Retype all of the entries that appear below, keeping them exactly as they are.
** Opening INPUT DATA block **
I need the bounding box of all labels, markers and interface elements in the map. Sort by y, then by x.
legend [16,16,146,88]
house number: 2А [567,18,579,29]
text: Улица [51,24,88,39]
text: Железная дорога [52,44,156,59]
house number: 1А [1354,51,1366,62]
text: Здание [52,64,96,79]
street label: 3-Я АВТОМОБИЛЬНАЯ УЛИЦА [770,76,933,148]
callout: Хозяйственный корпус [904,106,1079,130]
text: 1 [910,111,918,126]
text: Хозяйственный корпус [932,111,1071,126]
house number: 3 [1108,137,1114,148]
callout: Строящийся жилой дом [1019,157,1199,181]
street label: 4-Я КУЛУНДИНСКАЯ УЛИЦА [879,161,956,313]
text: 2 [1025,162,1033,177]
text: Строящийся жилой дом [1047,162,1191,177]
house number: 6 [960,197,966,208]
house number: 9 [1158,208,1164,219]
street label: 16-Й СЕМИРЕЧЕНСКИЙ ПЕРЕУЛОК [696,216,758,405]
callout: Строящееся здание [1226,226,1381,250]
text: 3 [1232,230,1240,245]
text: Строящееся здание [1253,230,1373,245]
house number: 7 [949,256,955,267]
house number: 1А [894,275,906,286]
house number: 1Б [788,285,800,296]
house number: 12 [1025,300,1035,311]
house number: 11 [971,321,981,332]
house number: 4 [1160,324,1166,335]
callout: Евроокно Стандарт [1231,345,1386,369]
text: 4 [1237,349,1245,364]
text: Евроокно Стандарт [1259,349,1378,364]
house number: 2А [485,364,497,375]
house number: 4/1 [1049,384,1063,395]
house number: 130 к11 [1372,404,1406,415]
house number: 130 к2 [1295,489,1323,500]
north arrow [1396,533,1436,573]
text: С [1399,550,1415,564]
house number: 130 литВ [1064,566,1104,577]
** Closing INPUT DATA block **
▶ **SOLUTION TO THIS PROBLEM**
I need the bounding box of all labels, markers and interface elements in the map. Sort by y, then by x.
legend [16,16,146,88]
house number: 2А [567,18,579,29]
text: Улица [51,24,88,39]
text: Железная дорога [52,44,156,59]
house number: 1А [1354,51,1366,62]
text: Здание [52,64,96,79]
street label: 3-Я АВТОМОБИЛЬНАЯ УЛИЦА [770,76,933,148]
callout: Хозяйственный корпус [904,106,1079,130]
text: 1 [910,111,918,126]
text: Хозяйственный корпус [932,111,1071,126]
house number: 3 [1108,137,1114,148]
callout: Строящийся жилой дом [1019,157,1199,181]
street label: 4-Я КУЛУНДИНСКАЯ УЛИЦА [879,161,956,313]
text: 2 [1025,162,1033,177]
text: Строящийся жилой дом [1047,162,1191,177]
house number: 6 [960,197,966,208]
house number: 9 [1158,208,1164,219]
street label: 16-Й СЕМИРЕЧЕНСКИЙ ПЕРЕУЛОК [696,216,758,405]
callout: Строящееся здание [1226,226,1381,250]
text: 3 [1232,230,1240,245]
text: Строящееся здание [1253,230,1373,245]
house number: 7 [949,256,955,267]
house number: 1А [894,275,906,286]
house number: 1Б [788,285,800,296]
house number: 12 [1025,300,1035,311]
house number: 11 [971,321,981,332]
house number: 4 [1160,324,1166,335]
callout: Евроокно Стандарт [1231,345,1386,369]
text: 4 [1237,349,1245,364]
text: Евроокно Стандарт [1259,349,1378,364]
house number: 2А [485,364,497,375]
house number: 4/1 [1049,384,1063,395]
house number: 130 к11 [1372,404,1406,415]
house number: 130 к2 [1295,489,1323,500]
north arrow [1396,533,1436,573]
text: С [1399,550,1415,564]
house number: 130 литВ [1064,566,1104,577]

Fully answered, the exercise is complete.